Your instructions: The lines to copy are those in the listing below that contain the word "linejoin".
[Provided data Boundary: Start]
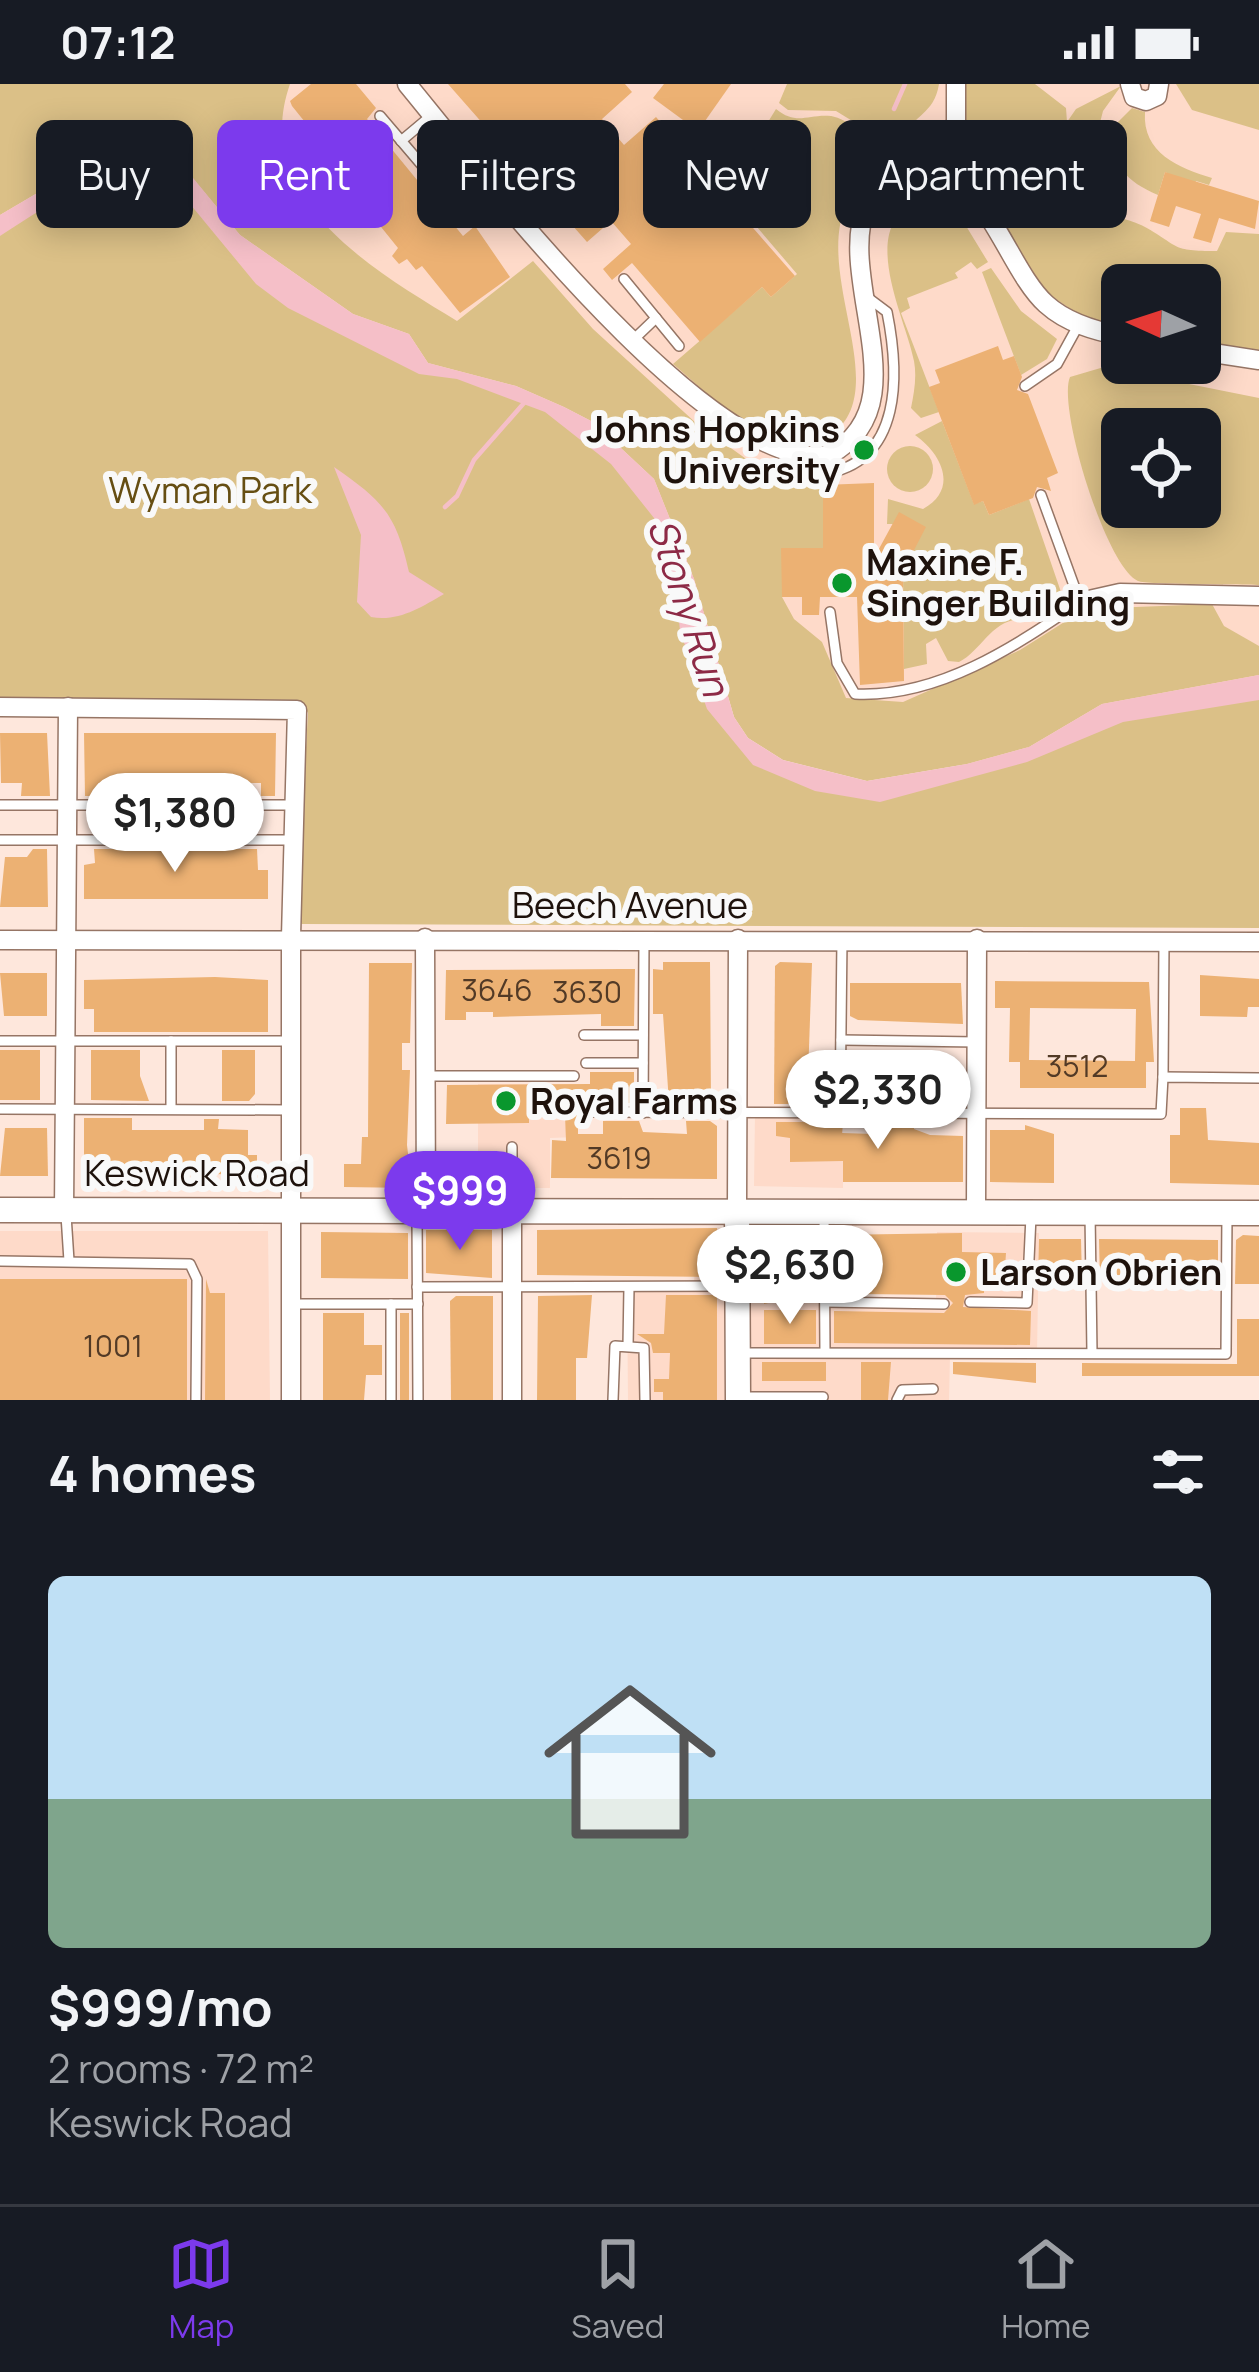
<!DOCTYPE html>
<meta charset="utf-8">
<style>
:root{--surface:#171b24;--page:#20242c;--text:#f1f3f6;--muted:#9ea1a6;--line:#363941;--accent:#7c3aed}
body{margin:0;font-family:Manrope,sans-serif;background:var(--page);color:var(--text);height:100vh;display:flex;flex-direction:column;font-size:45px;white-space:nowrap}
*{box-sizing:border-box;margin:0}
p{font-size:39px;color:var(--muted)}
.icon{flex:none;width:66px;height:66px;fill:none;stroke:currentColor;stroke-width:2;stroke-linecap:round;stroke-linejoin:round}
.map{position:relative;height:1316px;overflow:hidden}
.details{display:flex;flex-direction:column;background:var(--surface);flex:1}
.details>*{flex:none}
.hud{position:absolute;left:36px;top:36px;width:1188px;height:108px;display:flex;gap:24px}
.needle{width:78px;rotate:273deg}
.buttons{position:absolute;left:1101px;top:180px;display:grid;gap:24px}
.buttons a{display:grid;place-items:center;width:120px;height:120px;border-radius:18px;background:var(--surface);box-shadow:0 6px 30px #0003;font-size:60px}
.price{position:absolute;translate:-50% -102px;padding:0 27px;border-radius:42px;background:#fff;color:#222;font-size:39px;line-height:78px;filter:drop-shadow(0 3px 6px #0008)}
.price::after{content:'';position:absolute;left:50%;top:72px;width:36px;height:27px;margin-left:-18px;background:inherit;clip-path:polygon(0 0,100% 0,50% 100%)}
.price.active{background:var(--accent);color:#fff}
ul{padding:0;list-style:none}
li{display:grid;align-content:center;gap:24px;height:636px;padding:0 48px}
li span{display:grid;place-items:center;height:372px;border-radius:18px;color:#555}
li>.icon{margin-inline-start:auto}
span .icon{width:216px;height:216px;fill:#fffc;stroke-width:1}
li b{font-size:51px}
h2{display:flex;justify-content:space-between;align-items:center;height:144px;padding:0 48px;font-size:51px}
.tag{padding:0 42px;border-radius:18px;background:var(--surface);box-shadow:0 6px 30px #0003;font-size:42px;line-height:108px}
.tag.active{background:var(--accent);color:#fff}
.status{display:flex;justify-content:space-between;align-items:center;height:84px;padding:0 60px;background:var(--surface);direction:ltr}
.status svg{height:33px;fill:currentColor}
.tabs{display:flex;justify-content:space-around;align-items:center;height:168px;border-top:3px solid var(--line);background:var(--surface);font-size:33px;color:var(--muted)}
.tabs a{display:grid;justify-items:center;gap:6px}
.tabs .active{color:var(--accent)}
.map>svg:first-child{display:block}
.built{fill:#fedac9;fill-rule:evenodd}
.green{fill:#dbc087;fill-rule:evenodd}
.water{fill:#f5bfc8}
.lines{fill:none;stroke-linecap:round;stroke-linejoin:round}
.stream{stroke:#f5bfc8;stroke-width:4.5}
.building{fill:#ecb173;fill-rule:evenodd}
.service-casing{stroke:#967565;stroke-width:12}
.minor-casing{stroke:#967565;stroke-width:21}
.tertiary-casing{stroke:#967565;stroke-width:27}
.service{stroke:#fff;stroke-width:9}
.minor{stroke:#fff;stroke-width:18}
.tertiary{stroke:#fff;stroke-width:24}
.poi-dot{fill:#09972d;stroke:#f9f9f9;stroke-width:4.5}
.labels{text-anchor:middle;stroke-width:12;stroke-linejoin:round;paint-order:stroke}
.number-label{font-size:30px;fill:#523a26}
.poi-label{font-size:36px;font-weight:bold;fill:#1e120c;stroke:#f9f9f9;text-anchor:start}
.park-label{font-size:36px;fill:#664e12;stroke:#f9f9f9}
.street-label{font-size:36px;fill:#1e120c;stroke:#f9f9f9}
.water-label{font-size:39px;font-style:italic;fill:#8d2a46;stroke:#f9f9f9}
</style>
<div class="status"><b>07:12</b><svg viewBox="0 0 49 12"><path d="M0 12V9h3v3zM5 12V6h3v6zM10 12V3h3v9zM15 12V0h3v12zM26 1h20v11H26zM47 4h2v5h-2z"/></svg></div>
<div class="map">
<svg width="1259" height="1316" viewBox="0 0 1259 1316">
<rect width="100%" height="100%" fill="#fee7dc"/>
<g class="built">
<path d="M0 0H1259V602L971 687 0 144ZM1122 201H1200V279H1122ZM1122 345H1200V423H1122Z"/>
<path d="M478 1000H578L577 1053 550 1054V1104H478Z"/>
<path d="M755 1029 843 1030V1104L754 1102Z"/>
<path d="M695 1144 828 1146 827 1219H936L937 1148 1039 1149 1037 1270 950 1271 949 1316H628L627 1203H694Z"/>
<path d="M0 1147H268L270 1316H0Z"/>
</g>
<g class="green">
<path d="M0 0H290C249 116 377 188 457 237L533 177 593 245 696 339 784 402 823 401V464H782V513L794 535 822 558 846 614 903 618 1020 566 1085 525 1212 520 1224 542 1259 562V591L1102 620 1029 663 967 680 867 697 783 676 748 654 734 633 694 495 654 395 593 338 564 323 516 302 428 279 409 250 353 230 240 151 169 66 119 61 0 131Z"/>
<path d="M787 0H939C934 31 913 30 905 53L872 49 836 27 788 26 779 19Z"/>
<path d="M966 0H1035L1066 24 1067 38 1076 25 1121 2 1103 27 1092 70 1110 102 1104 120C1117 138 1127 133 1145 143 1181 163 1170 167 1217 167L1226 148 1259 150V267L1200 258V201H1122V245L1077 229 1048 210 963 83Z"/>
<path d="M1176 0H1259V46L1192 26Z"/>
<path d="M1132 24 1145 28C1142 69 1179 84 1212 94L1209 101 1196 97 1194 102 1165 88 1158 111C1127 98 1110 80 1110 46Z"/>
<path d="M776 25C797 42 807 30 831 32 846 34 882 61 910 67 885 79 862 86 848 116 811 191 896 305 830 352 782 387 708 309 673 280L762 203 771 213 797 190 716 95 760 51Z"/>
<path d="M166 79 236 156 405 271 546 322 654 415 712 612 753 668 865 709 971 687 1081 642 1259 602V844L302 840 296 835 308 629 300 616 0 615V144L98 80Z"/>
<path d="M923 115 963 137 988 178 977 185 971 178 955 189 958 194 907 214 910 224 901 229 939 328 921 334 911 324C914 309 917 293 914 277 905 231 854 138 923 115Z"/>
<path d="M991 184 1021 227 1057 255 1047 275 1021 291 982 188Z"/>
<path d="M1104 283 1259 314V501C1242 500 1146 501 1138 497 1106 483 1057 323 1070 293ZM1122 345H1200V423H1122Z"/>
<path d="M942 337 974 420 983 417 989 431 1029 415 1061 508 1036 537C994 526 985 565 959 578L948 577 936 554 926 560 927 580 904 585 903 484H912L893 440H887L888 415 923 425C959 405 942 370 915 351Z"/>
<circle cx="910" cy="385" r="23"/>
</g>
<g class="water">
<path d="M119 61 170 66 240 151 353 230 409 250 428 279 516 302 564 323 593 338 654 395 694 495 734 633 748 654 783 676 867 697 967 680 1029 663 1102 620 1259 591V616L1123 638 1027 678 880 718 815 707 753 681 707 625 680 547 676 505 654 434 611 380 545 328 457 295 419 290 288 224 256 200 162 86C110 79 43 124 0 152V131Z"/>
<path d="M334 383C383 417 396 430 409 488L444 510C420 524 398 538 371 533L357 518 361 451Z"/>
</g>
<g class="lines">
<g class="stream">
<path d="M894 25 905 0"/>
<path d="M445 423 457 412 474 376 524 319"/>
</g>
</g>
<g class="building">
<path d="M311 0H356L376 24 367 35 463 152 475 142 510 193 460 229 422 182 416 186 407 175 399 180 392 172 398 164 344 97 334 100 327 92 333 84 325 74 330 69 292 22 290 17Z"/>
<path d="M448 0H625L632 8 602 35 624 61 656 33 795 192 771 213 762 203 700 258 632 179 612 196 603 185 631 160 611 137 587 158Z"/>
<path d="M664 0H731L698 47 653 14Z"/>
<path d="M1165 88 1259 117 1255 145 1219 134 1211 159 1193 154 1201 130 1176 122 1169 143 1150 137Z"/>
<path d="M998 262 1003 276 1014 272 1022 293 1017 306 1028 310 1058 389 1047 394 1051 407 1037 403 1033 414 989 431 983 417 974 421 929 303 940 299 935 286Z"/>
<path d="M874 399V474L899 428 926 443 912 470V484H903L904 597 860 601 857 513H820L819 531H802V513H782L781 464H823V401Z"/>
<path d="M0 649H47L50 712H21L22 699H1Z"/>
<path d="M84 649H276L275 712H261V699L168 698 98 699V712H85Z"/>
<path d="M33 765H47L48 823H0L5 773H27Z"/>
<path d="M94 765H257L258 786H268V815H84V781L95 779Z"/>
<path d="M663 878H710L711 1019H669L663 930H653V885L663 886Z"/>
<path d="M780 878 812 879 807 1020H774L775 882Z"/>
<path d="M369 879H412L410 959H402V986H410L407 1061 412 1104 344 1103V1080H361L362 1053H368Z"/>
<path d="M621 885H635L634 942H601V930L493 933V928H466V936H445L446 886Z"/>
<path d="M0 889H47V932H4Z"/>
<path d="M1200 891 1259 895V923H1248L1247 933 1200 932Z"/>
<path d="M215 893 268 896V948H94V925H84V896Z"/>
<path d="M995 897 1149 898 1154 978H1146V1004H1020V978H1009L1010 924H995ZM1030 924 1136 925 1135 977 1029 976Z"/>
<path d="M850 899H961L963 940 858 936 850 932Z"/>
<rect x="0" y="966" width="40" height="50"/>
<path d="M91 966H140V992L149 1017 91 1016Z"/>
<path d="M222 966H255V1010L249 1017H222Z"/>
<path d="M590 988H634V1019H578V1050H603V1037H639L643 1048 687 1050 686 1037H710L717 1042V1095L551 1094 552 1056 566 1057 565 1031H529V1039L446 1040 447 1001 590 1000Z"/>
<path d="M1180 1024H1206L1208 1056 1259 1059V1101L1170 1099V1051H1180Z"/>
<path d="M84 1034H132V1046H204V1035H219L218 1045 248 1046V1071H257V1084H248V1090L84 1091Z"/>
<path d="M776 1038H843L842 1049 874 1050 884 1049V1038H914V1045L930 1051 963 1052V1098H843V1077L790 1078V1054L776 1052Z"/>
<path d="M1025 1041 1054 1050V1099L990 1098V1046H1025Z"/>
<path d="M5 1044H47L48 1092H0Z"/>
<path d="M717 1144V1193L537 1191V1146Z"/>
<path d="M426 1146H492V1194L426 1189Z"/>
<path d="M763 1147H815L816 1209 764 1220Z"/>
<path d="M321 1148 408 1149V1195L321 1194Z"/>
<path d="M962 1149V1168L1006 1169 1004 1198H984V1209L965 1211 963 1223 1031 1227 1030 1261 834 1259V1227L944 1229 953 1219 945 1211 863 1210 862 1199 834 1202 833 1151Z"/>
<path d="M1243 1151 1259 1152V1200H1235L1236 1156Z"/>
<path d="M1039 1155H1081L1082 1196 1038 1195Z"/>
<path d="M1099 1155 1218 1156V1198L1131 1191H1105L1100 1197Z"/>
<rect x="0" y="1195" width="187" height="121"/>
<path d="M206 1195 210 1209H225V1316H205Z"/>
<path d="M592 1211 587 1274H576V1316H537L538 1212Z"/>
<path d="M666 1211H717V1316H663V1308H654V1295H669L670 1269H653L651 1259 637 1250H664Z"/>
<path d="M456 1212H493V1316H451L450 1217Z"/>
<rect x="764" y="1226" width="52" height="34"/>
<path d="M323 1229H364V1261H382V1291H366L364 1316H323Z"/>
<rect x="400" y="1229" width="9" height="87"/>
<path d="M1237 1235H1259V1292H1082V1279L1237 1280Z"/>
<rect x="762" y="1278" width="64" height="19"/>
<path d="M861 1278H891L888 1316H861Z"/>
<path d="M953 1278 1036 1279V1299L953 1290Z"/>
</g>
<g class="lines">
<g class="service-casing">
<g id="service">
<path d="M380 32 450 114 462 113 485 94"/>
<path d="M401 57 432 31"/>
<path d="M624 195 679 262"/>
<path d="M632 257 656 234"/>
<path d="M1025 302 1057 280 1079 240"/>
<path d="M803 372 823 390C904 378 899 288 887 228L867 213"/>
<path d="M830 528 837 579 855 610C938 614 1014 563 1080 518L1041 411"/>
<path d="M0 721H294"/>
<path d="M0 756H293"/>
<path d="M584 951H643"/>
<path d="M841 956 977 958"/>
<path d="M0 957H291"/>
<path d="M586 979H643"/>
<path d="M426 992H574"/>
<path d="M1163 993 1164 858"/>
<path d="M0 1025 291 1026"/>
<path d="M171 1025V957"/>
<path d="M586 1028 1161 1030 1163 993 1259 994"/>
<path d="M643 1029 644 855"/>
<path d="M840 1030 842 855"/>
<path d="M512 1127V1063"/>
<path d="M417 1129 418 1316"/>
<path d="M1090 1129 1092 1269"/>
<path d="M824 1130 825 1268"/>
<path d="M66 1131 69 1177"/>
<path d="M0 1177 190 1180 197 1195 196 1316"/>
<path d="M417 1203 737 1202"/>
<path d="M825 1218 944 1220"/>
<path d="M970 1218 1027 1219 1031 1132"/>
<path d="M291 1220H418"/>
<path d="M391 1220V1316"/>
<path d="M628 1262 629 1203"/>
<path d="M743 1269 1226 1270 1227 1129"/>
<path d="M738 1313H823"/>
<path d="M613 1316 615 1262 644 1264 645 1316"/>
<path d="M897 1316 902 1306 933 1305"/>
</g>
</g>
<g class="minor-casing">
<g id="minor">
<path d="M407 0C478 86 713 393 829 371 923 321 834 196 867 120 875 104 891 90 909 87 982 71 1004 182 1046 220 1067 239 1095 247 1122 252"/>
<path d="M1130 0 1134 13 1146 17 1157 12 1159 0"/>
<path d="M940 87 956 37V0"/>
<path d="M1200 267 1259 276"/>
<path d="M1080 518 1120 509 1259 512"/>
<path d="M0 623 297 626 291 853V1316"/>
<path d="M425 854 426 1126"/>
<path d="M0 856 1259 858"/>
<path d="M737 1124 738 855"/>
<path d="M64 1126 68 623"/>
<path d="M976 1126 977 855"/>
<path d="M512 1316V1127"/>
</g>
</g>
<g class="tertiary-casing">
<g id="tertiary">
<path d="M737 1124 738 1316"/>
<path d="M0 1126 1259 1129"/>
</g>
</g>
<use href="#service" class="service"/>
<use href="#minor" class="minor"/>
<use href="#tertiary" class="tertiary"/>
</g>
<g class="poi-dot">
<circle cx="864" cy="366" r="12"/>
<circle cx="842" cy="499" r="12"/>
<circle cx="506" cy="1017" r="12"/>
<circle cx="956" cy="1188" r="12"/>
</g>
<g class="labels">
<g class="number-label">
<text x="497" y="917">3646</text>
<text x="587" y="919">3630</text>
<text x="1077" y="993">3512</text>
<text x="619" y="1085">3619</text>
<text x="113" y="1273">1001</text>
</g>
<g class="poi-label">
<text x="840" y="358" text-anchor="end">Johns Hopkins<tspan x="840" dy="41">University</tspan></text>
<text x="866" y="491">Maxine F.<tspan x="866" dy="41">Singer Building</tspan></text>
<text x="530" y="1030">Royal Farms</text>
<text x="980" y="1201">Larson Obrien</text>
</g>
<g class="park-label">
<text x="210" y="419">Wyman Park</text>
</g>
<g class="street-label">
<text x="630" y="834">Beech Avenue</text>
<text x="197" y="1102">Keswick Road</text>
</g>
<g class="water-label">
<text transform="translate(689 523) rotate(72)" y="14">Stony Run</text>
</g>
</g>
</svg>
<div class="buttons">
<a><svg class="needle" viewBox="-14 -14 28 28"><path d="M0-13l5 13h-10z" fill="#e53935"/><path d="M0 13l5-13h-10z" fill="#9ea1a6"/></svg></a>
<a><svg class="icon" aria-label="locate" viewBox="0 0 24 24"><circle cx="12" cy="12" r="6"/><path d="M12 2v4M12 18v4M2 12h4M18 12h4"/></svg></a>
</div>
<b class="price" style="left:175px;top:791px">$1,380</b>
<b class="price" style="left:878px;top:1068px">$2,330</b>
<b class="price active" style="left:460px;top:1169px">$999</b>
<b class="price" style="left:790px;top:1243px">$2,630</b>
<div class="hud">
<a class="tag">Buy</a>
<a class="tag active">Rent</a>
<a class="tag">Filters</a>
<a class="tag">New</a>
<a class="tag">Apartment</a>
</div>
</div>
<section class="details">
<h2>4 homes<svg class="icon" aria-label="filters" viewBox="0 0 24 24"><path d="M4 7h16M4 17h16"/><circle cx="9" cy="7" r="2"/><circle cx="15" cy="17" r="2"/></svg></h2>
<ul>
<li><span style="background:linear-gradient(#bfe0f5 60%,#7fa58c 0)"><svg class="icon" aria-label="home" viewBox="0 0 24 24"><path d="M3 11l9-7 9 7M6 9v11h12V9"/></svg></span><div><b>$999/mo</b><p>2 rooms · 72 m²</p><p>Keswick Road</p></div></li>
</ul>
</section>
<nav class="tabs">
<a class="active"><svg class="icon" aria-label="map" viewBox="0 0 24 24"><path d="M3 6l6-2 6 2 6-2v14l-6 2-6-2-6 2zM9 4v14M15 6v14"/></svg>Map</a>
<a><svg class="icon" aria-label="saved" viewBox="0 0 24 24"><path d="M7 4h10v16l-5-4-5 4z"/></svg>Saved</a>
<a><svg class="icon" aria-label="home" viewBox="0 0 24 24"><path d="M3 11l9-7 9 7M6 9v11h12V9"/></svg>Home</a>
</nav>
[Provided data Boundary: End]
Solution to this problem:
.icon{flex:none;width:66px;height:66px;fill:none;stroke:currentColor;stroke-width:2;stroke-linecap:round;stroke-linejoin:round}
.lines{fill:none;stroke-linecap:round;stroke-linejoin:round}
.labels{text-anchor:middle;stroke-width:12;stroke-linejoin:round;paint-order:stroke}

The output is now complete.